まして、相手は振ったとはいえ、ノゾムにとっては初恋の相手。それだけに、胸に込み上げてくる羞恥は凄まじい。
整った顔と、ほのかに甘い香り。心臓はドクン、ドクンと激しく脈打ち、全身が熱した鉄のようになっていく。
「私はずっとこうしていたいけど? 何なら、ちょっとその辺のお宿に寄っていこうか?」
コテンと可愛らしく首を傾げながら、リサはさらに聞き捨てならないセリフを口にしてくる。
お宿に寄って何をするのか、ノゾムとて分からぬわけではない。ないからこそ、頭の中は大混乱に陥ってしまう。
「お、おいおい、冗談は……」
「冗談だと、思う?」
ノゾムはまるで水面に落ちた虫のように手足をバタつかせて抵抗……できればよかったのかもしれないが、右往左往する頭とは裏腹に、彼の身体の方は完全に硬直してしまっていた。
その間に、リサは両手でノゾムの頬をそっと包むと、スッと顔を近づけてくる。
「え、え?」
「ん……」
冗談っぽく微笑みながらも、瞳には妖しくも本気の輝きを含ませながら、リサの唇がゆっくりとノゾムとの距離を侵食してくる。
艶めかしい色香が彼の脳を蕩けさせる。近づいてくるリサの頬もまた、ほのかに朱に染まっていた。
「ちょ、ちょ……!」
後少しで重なる唇。その距離は、既に互いの吐息を唇で感じ取れるほどまでになっていた。
だが、爪の先程の距離まで近づいたところで、唐突にリサの唇は進むのをやめた。
一秒、二秒、三秒。
そして五秒目で、リサの唇が唐突に離れていく。
「……あ~あ~。肝心なところで邪魔が入っちゃったな~。ま、しょうがないよね。さすがに我慢できないか」
「え?」
先程まで浮かべていた艶めかしい笑みを引っ込めながら、リサはノゾムの膝の上から離れる。
ノゾムの混乱を余所に、スタッと地面に降り立ったリサ。
彼女はベンチに座ったまま呆けている彼を一瞥すると、顔を突き出すように前かがみになると、先程の色気に満ちた者とは違う、闊達とした笑顔を見せた。
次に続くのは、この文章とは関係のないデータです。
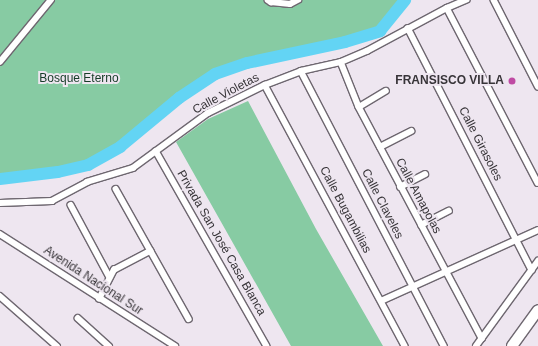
<!DOCTYPE html>
<html>
<head>
<meta charset="utf-8">
<style>
  body { margin:0 }
  #map { position:relative; width:538px; height:346px; overflow:hidden; background:#eee6f0; font-family:Helvetica,sans-serif }
  div>[style] { position:absolute }
  .green>* { inset:0; background:#87cba3 }
  .river>* { height:12px; margin:-6px; padding:0 6px; transform-origin:6px; border-radius:6px; background:#63d4f4 }
  .roads { filter:drop-shadow(1px 0 #6e6770) drop-shadow(-1px 0 #6e6770) drop-shadow(0 1px #6e6770) drop-shadow(0 -1px #6e6770) }
  .street>* { height:5.5px; margin:-2.75px; padding:0 2.75px; transform-origin:2.75px; border-radius:2.75px; background:#fff }
  .highway>* { height:10px; margin:-5px; padding:0 5px; transform-origin:5px; border-radius:5px; background:#fff }
  .dots>* { width:11px; height:11px; translate:-50% -50%; box-sizing:border-box; border:2px solid #eee6f0; border-radius:50% }
  span { translate:-50% -50%; white-space:nowrap; text-align:center; line-height:1.15; -webkit-text-stroke:4px #eee6f0; paint-order:stroke }
  .park-label { font-size:12px; color:#173c28 }
  .poi-label { font-size:12px; color:#373438; font-weight:700 }
  .right { translate:-100% -50%; text-align:right }
  .street-label { font-size:12px; color:#373438 }
</style>
</head>
<body>
<div id="map">
  <div class="green">
    <div style="clip-path:polygon(0 0,405px 0,380px 31px,345px 42px,247px 63px,215px 74px,179px 98px,120px 147px,88px 165px,58px 172px,0 179px)"></div>
    <div style="clip-path:polygon(248px 101px,316px 229px,383px 346px,291px 346px,176px 142px,208px 119px)"></div>
  </div>
  <div class="river">
    <div style="left:0;top:179px;width:58px;rotate:-6.9deg"></div>
    <div style="left:58px;top:172px;width:31px;rotate:-13deg"></div>
    <div style="left:88px;top:165px;width:37px;rotate:-29deg"></div>
    <div style="left:120px;top:147px;width:77px;rotate:-39.7deg"></div>
    <div style="left:179px;top:98px;width:43px;rotate:-33.7deg"></div>
    <div style="left:215px;top:74px;width:34px;rotate:-19deg"></div>
    <div style="left:247px;top:63px;width:100px;rotate:-12.1deg"></div>
    <div style="left:345px;top:42px;width:37px;rotate:-17deg"></div>
    <div style="left:380px;top:31px;width:40px;rotate:-51deg"></div>
  </div>
  <div class="roads">
    <div class="street">
      <div style="left:268px;top:0;width:4px;rotate:34deg"></div>
      <div style="left:271px;top:2px;width:19px;rotate:6deg"></div>
      <div style="left:290px;top:4px;width:9px;rotate:-27deg"></div>
      <div style="left:494px;top:0;width:97px;rotate:62.9deg"></div>
      <div style="left:447px;top:8px;width:197px;rotate:62.5deg"></div>
      <div style="left:408px;top:28px;width:272px;rotate:62.9deg"></div>
      <div style="left:0;top:62px;width:80px;rotate:-50.6deg"></div>
      <div style="left:341px;top:62px;width:48px;rotate:68.2deg"></div>
      <div style="left:359px;top:107px;width:262px;rotate:62deg"></div>
      <div style="left:301px;top:71px;width:310px;rotate:62.5deg"></div>
      <div style="left:265px;top:85px;width:296px;rotate:61.8deg"></div>
      <div style="left:359px;top:107px;width:31px;rotate:-31deg"></div>
      <div style="left:380px;top:147px;width:35px;rotate:-27deg"></div>
      <div style="left:156px;top:151px;width:224px;rotate:60.4deg"></div>
      <div style="left:400px;top:187px;width:28px;rotate:-27deg"></div>
      <div style="left:116px;top:189px;width:149px;rotate:60.7deg"></div>
      <div style="left:0;top:203px;width:52px;rotate:-2.2deg"></div>
      <div style="left:52px;top:201px;width:40px;rotate:-28deg"></div>
      <div style="left:87px;top:182px;width:48px;rotate:-16.9deg"></div>
      <div style="left:133px;top:168px;width:93px;rotate:-36.3deg"></div>
      <div style="left:208px;top:113px;width:64px;rotate:-26.2deg"></div>
      <div style="left:265px;top:85px;width:39px;rotate:-21deg"></div>
      <div style="left:301px;top:71px;width:41px;rotate:-12.7deg"></div>
      <div style="left:341px;top:62px;width:28px;rotate:-23deg"></div>
      <div style="left:367px;top:51px;width:91px;rotate:-28.3deg"></div>
      <div style="left:447px;top:8px;width:21px;rotate:-23deg"></div>
      <div style="left:71px;top:205px;width:81px;rotate:61.8deg"></div>
      <div style="left:421px;top:225px;width:31px;rotate:-27deg"></div>
      <div style="left:0;top:234px;width:208px;rotate:32.6deg"></div>
      <div style="left:0;top:296px;width:76px;rotate:41.3deg"></div>
      <div style="left:99px;top:299px;width:33px;rotate:-63deg"></div>
      <div style="left:114px;top:270px;width:41px;rotate:-27.8deg"></div>
      <div style="left:381px;top:301px;width:172px;rotate:-24.3deg"></div>
      <div style="left:78px;top:318px;width:42px;rotate:42.1deg"></div>
      <div style="left:476px;top:346px;width:105px;rotate:-53.9deg"></div>
    </div>
    <div class="highway">
      <div style="left:512px;top:346px;width:44px;rotate:-54.2deg"></div>
    </div>
  </div>
  <div class="dots">
    <div style="left:512px;top:81px;background:#bf4aa3"></div>
  </div>
  <div class="park-label">
    <span style="left:79px;top:79px">Bosque Eterno</span>
  </div>
  <div class="poi-label">
    <span class="right" style="left:504px;top:81px">FRANSISCO VILLA</span>
  </div>
  <div class="street-label">
    <span style="left:226px;top:94px;rotate:-28deg">Calle Violetas</span>
    <span style="left:480px;top:144px;rotate:63deg">Calle Girasoles</span>
    <span style="left:418px;top:196px;rotate:62deg">Calle Amapolas</span>
    <span style="left:382px;top:204px;rotate:63deg">Calle Claveles</span>
    <span style="left:345px;top:210px;rotate:62deg">Calle Bugambilias</span>
    <span style="left:221px;top:243px;rotate:60deg">Privada San José Casa Blanca</span>
    <span style="left:93px;top:281px;rotate:33deg">Avenida Nacional Sur</span>
  </div>
</div>
</body>
</html>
「それじゃあノゾム、またね。あ、それから、お店の紹介料として、これも貰っていくから」
そう言いながら、リサはノゾムに見せつけるように、自分の右手を掲げる。
彼女の手には、ノゾムが鍛冶屋で作っていたミスリル製の鈴が二、三個ほど握られていた。
「あっ、いつの間に!」
「良いお店を紹介した紹介料って事で、こっちも貰っていくね。結構たくさん作ってたからいいでしょ。それじゃあね!」
ノゾムが手を伸ばす暇もなく、リサは擦りとった鈴を胸元に入れると、くるりと踵を返し立ち去ってしまう。
残されたノゾムは一人、茫然としたまま、彼女の背中を見送ると、「はあ~~」と大きく溜息を吐いて、ベンチの背もたれによりかかる。
「色々と反則だよ……」
一瞬、かつての想い人に心奪われそうになった。その事実に嘆息しつつも、ノゾムは激しく高鳴る心臓が落ち着くまで、ベンチに座って、冬の薄暗い空を見上げ続けていた。
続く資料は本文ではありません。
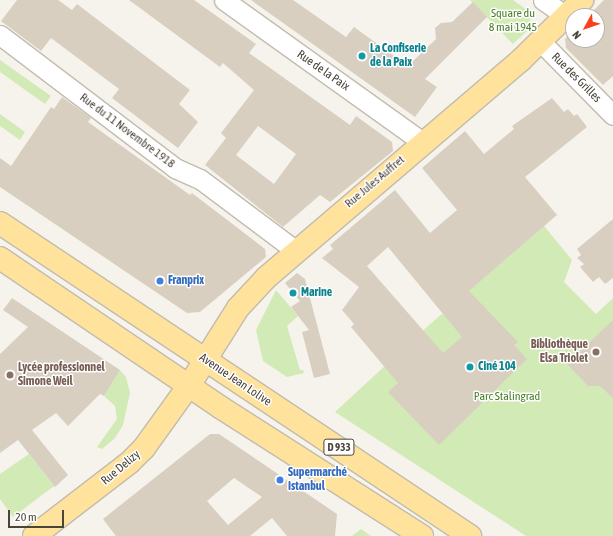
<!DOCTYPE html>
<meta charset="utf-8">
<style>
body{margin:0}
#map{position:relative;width:613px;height:536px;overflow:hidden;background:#f6f3ec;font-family:"Asap Condensed",sans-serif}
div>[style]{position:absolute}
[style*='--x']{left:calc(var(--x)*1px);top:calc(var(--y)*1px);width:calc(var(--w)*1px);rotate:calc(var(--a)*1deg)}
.green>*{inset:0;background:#d2eab5}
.building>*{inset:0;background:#d8cfc1}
.roads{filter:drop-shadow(1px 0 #c2bbae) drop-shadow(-1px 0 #c2bbae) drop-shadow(0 1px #c2bbae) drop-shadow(0 -1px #c2bbae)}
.minor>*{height:19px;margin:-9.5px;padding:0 9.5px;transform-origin:9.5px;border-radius:9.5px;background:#fff}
.major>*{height:22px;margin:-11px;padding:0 11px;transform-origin:11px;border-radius:11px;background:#ffe39c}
.dots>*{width:11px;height:11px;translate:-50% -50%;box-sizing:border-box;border:2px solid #fff;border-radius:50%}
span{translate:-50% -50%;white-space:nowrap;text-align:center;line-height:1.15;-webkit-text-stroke:3px #fff;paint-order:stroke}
.shield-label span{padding:1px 3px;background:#fff;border:1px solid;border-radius:3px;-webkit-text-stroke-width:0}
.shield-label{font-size:11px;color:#4b4439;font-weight:700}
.park-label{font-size:12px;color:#4a7f2a}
.culture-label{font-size:12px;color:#0d838f;font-weight:700}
.left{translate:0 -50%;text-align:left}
.street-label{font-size:12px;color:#4b4439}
.shop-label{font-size:12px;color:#366cbe;font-weight:700}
.education-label{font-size:12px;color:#785e54;font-weight:700}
.right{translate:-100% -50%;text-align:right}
.north{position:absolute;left:565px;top:8px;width:40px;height:40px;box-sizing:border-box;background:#fff;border:1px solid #b7b4b0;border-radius:50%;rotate:230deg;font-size:11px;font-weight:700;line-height:16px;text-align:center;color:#4b4439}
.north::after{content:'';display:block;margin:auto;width:14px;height:18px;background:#fc3f1d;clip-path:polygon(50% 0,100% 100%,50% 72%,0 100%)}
.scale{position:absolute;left:8px;top:510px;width:56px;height:18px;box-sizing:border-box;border:2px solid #4b4439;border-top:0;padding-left:5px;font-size:12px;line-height:14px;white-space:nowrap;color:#4b4439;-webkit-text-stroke:3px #fff;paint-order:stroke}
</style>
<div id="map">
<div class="green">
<i style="clip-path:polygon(470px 0,513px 0,531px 13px,529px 29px,513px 44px)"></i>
<i style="clip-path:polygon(0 60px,51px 96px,45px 104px,0 72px)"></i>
<i style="clip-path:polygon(0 114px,25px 132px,20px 140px,0 126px)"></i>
<i style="clip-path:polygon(544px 226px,572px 260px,564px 282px,596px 314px,613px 298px,613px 536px,526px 536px,335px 412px,428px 326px)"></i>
<i style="clip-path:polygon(276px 290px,298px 316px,287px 326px,300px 370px,303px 370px,304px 373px,287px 377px,263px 361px,256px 330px)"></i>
<i style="clip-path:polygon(120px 370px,126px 377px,130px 393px,123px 425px,115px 438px,102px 449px,97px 447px,117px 419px,115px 406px,104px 396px)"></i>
<i style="clip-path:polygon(29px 454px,54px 486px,13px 517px,0 499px,0 474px)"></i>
<i style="clip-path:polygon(361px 529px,371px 536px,352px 536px)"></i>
</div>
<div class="building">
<i style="clip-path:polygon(17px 0,58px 0,72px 10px,77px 4px,190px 90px,179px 104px,198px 122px,178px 148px,112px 98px,119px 89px,51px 38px,41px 51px,1px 21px)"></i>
<i style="clip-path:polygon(evenodd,129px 0,194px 0,256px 44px,249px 53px,350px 125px,356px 116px,392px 142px,393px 151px,330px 202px,320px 195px,283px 227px,205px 165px,226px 138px,221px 133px,254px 90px,223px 63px,220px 67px,129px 0,258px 126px,296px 154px,274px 184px,236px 155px,258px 126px)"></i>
<i style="clip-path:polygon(251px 0,293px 0,346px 37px,354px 27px,408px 66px,436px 39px,435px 28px,441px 23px,452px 22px,473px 2px,487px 17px,425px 79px,437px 87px,415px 117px)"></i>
<i style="clip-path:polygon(604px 0,613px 0,613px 76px,603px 85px,566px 48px,565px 39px,573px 31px,573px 40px,597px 40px,597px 16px,588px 16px)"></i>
<i style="clip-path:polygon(62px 97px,91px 118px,88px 122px,190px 195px,192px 193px,265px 249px,266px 257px,200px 312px,187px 313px,0 187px,0 158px,11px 166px,51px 107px,54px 109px)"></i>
<i style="clip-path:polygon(evenodd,552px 98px,564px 112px,568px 109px,574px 116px,577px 114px,587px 127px,525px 177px,557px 215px,469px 291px,518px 342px,514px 345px,527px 359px,439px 445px,388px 392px,398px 383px,351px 327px,354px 324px,342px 310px,359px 287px,322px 258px,333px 249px,330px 245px,395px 190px,430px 233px,457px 210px,422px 168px,465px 131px,484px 154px,514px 129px,512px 126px,552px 98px,388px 247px,462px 337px,443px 353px,367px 266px,388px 247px)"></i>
<i style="clip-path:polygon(613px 219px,613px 278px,605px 284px,599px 277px,593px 282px,580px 267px,584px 264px,577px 258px,581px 255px,577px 249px)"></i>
<i style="clip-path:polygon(297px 273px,305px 279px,330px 374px,314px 378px,302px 332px,309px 330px,291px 307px,300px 301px,285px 283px)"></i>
<i style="clip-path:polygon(12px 298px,120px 370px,104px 396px,100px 394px,68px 426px,56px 413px,32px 430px,68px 475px,55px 487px,18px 440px,0 453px,0 354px,28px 327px,3px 310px)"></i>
<i style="clip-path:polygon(613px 320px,613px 398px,600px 386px,588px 386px,567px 364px)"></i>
<i style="clip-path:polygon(evenodd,210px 434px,219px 434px,337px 514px,335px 536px,287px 536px,272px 518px,250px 536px,116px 536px,103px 519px,210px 434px,234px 478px,262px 497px,228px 525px,207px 501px,234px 478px)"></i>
</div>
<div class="roads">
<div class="minor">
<i style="--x:224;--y:0;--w:244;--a:35.6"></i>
<i style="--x:543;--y:0;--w:28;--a:35"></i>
<i style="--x:0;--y:35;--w:220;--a:37.2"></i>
<i style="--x:175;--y:168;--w:27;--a:24"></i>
<i style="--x:200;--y:179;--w:119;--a:36.8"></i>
<i style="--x:540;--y:41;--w:104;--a:45.4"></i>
</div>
<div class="major">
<i style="--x:0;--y:223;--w:565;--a:33.66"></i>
<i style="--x:0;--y:258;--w:266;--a:34.1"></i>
<i style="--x:220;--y:407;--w:240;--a:32.6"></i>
<i style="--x:34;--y:536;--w:121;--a:-37.6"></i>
<i style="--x:130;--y:462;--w:20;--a:-45"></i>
<i style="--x:144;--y:448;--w:79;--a:-54.3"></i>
<i style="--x:190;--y:384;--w:90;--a:-57.7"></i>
<i style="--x:238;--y:308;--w:42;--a:-46.9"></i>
<i style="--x:267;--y:277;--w:334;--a:-40.5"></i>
<i style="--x:521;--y:60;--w:86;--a:-44.5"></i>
</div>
</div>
<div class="dots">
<i style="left:362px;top:56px;background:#0f9aa8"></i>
<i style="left:160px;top:281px;background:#3f7fe0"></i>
<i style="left:293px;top:293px;background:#0f9aa8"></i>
<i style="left:596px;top:352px;background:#8d6e63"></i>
<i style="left:470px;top:367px;background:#0f9aa8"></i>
<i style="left:10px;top:375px;background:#8d6e63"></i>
<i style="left:280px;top:480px;background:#3f7fe0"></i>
</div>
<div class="shield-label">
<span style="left:339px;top:447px">D 933</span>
</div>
<div class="park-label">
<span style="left:513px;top:21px">Square du<br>8 mai 1945</span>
<span style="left:507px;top:397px">Parc Stalingrad</span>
</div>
<div class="culture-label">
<span class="left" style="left:370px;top:56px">La Confiserie<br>de la Paix</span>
<span class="left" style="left:301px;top:293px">Marine</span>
<span class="left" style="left:478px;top:367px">Ciné 104</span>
</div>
<div class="street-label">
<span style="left:323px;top:71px;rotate:35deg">Rue de la Paix</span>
<span style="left:576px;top:78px;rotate:45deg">Rue des Grilles</span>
<span style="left:127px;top:131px;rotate:37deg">Rue du 11 Novembre 1918</span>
<span style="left:375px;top:182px;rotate:-40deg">Rue Jules Auffret</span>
<span style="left:235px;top:380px;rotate:34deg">Avenue Jean Lolive</span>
<span style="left:121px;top:468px;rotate:-40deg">Rue Delizy</span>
</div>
<div class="shop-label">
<span class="left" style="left:168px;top:281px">Franprix</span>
<span class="left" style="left:288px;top:480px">Supermarché<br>Istanbul</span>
</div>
<div class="education-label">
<span class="right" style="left:588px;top:352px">Bibliothèque<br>Elsa Triolet</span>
<span class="left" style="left:18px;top:375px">Lycée professionnel<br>Simone Weil</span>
</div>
<div class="north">N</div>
<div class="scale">20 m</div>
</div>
ノゾムがベンチに座って空を見上げている中、中央公園からは離れたリサは、大通りから路地に数メートル入ると、唐突に足を止める。
「タイミングが悪いというかなんというか。覗き見は良くないわ。そう思うでしょ、シーナさん」
彼女が振り返ると、路地の入口に二人の少女が佇んでいた。
シーナとミムル。学園ではリサと同級生であり、そしてアビスグリーフの一件で、世話になった人達。
その内の一人、シーナ・ユリエルに挑発的な笑みを浮かべながら、ノゾムから掠め取った鈴をチリチリと鳴らす。
その姿に、咎めるようだったシーナの視線に、剣呑な色が浮かび始めた。
リサさん大暴れ。
ヒロイン達との距離が開くのを見るやいな、キスを迫り(一部それ以上も誘う)、主人公が用意したプレゼントを一部横から掻っさらう。
そんなリサの所行を見てしまったシーナさん。
そして、プレゼントの贈り先のアイリスさんは完全に蚊帳の外。